DATA SHOWN
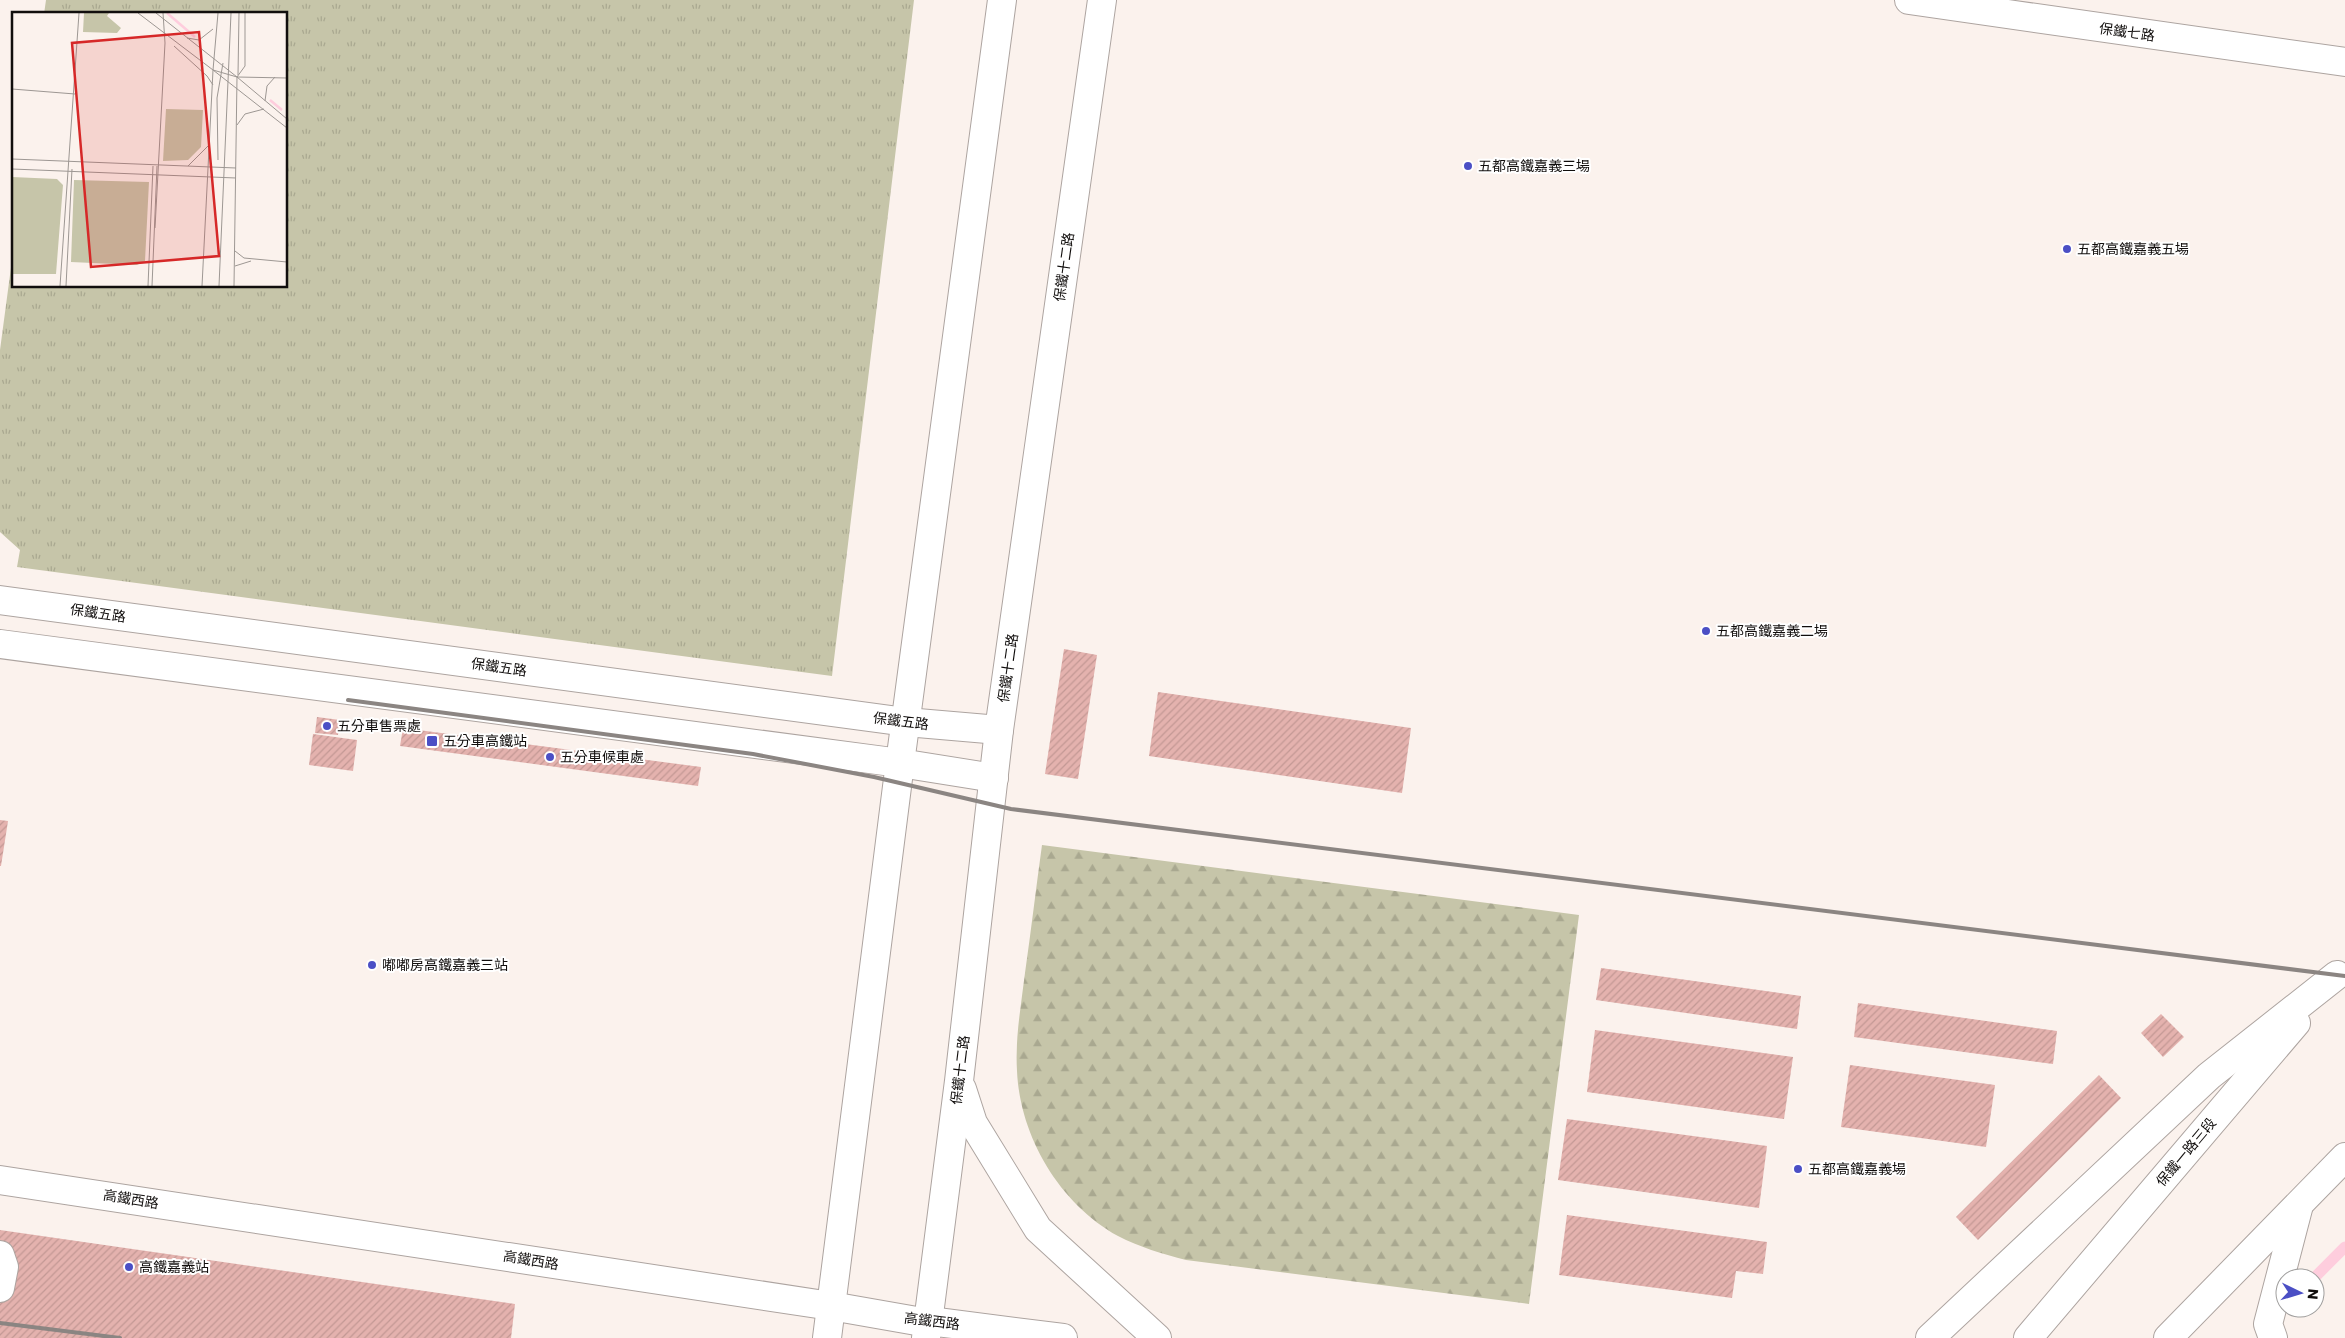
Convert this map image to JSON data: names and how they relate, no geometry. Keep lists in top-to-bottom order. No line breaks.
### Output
{"streets":{"street":["保鐵七路","保鐵十二路","保鐵五路","保鐵一路三段","高鐵西路"]},"crossings":[["保鐵十二路","保鐵五路"],["保鐵十二路","高鐵西路"]],"places":{"other":["五都高鐵嘉義三場","五都高鐵嘉義五場","五都高鐵嘉義二場","五分車售票處","五分車候車處","嘟嘟房高鐵嘉義三站","五都高鐵嘉義場","高鐵嘉義站"],"transit":["五分車高鐵站"]},"north":"right"}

AIM OF THE EXERCISE
An exact copy of all the lines above is required, with the pictures removed.

SOLUTION TO THIS PROBLEM
Convert this map image to JSON data: names and how they relate, no geometry. Keep lists in top-to-bottom order. No line breaks.
### Output
{"streets":{"street":["保鐵七路","保鐵十二路","保鐵五路","保鐵一路三段","高鐵西路"]},"crossings":[["保鐵十二路","保鐵五路"],["保鐵十二路","高鐵西路"]],"places":{"other":["五都高鐵嘉義三場","五都高鐵嘉義五場","五都高鐵嘉義二場","五分車售票處","五分車候車處","嘟嘟房高鐵嘉義三站","五都高鐵嘉義場","高鐵嘉義站"],"transit":["五分車高鐵站"]},"north":"right"}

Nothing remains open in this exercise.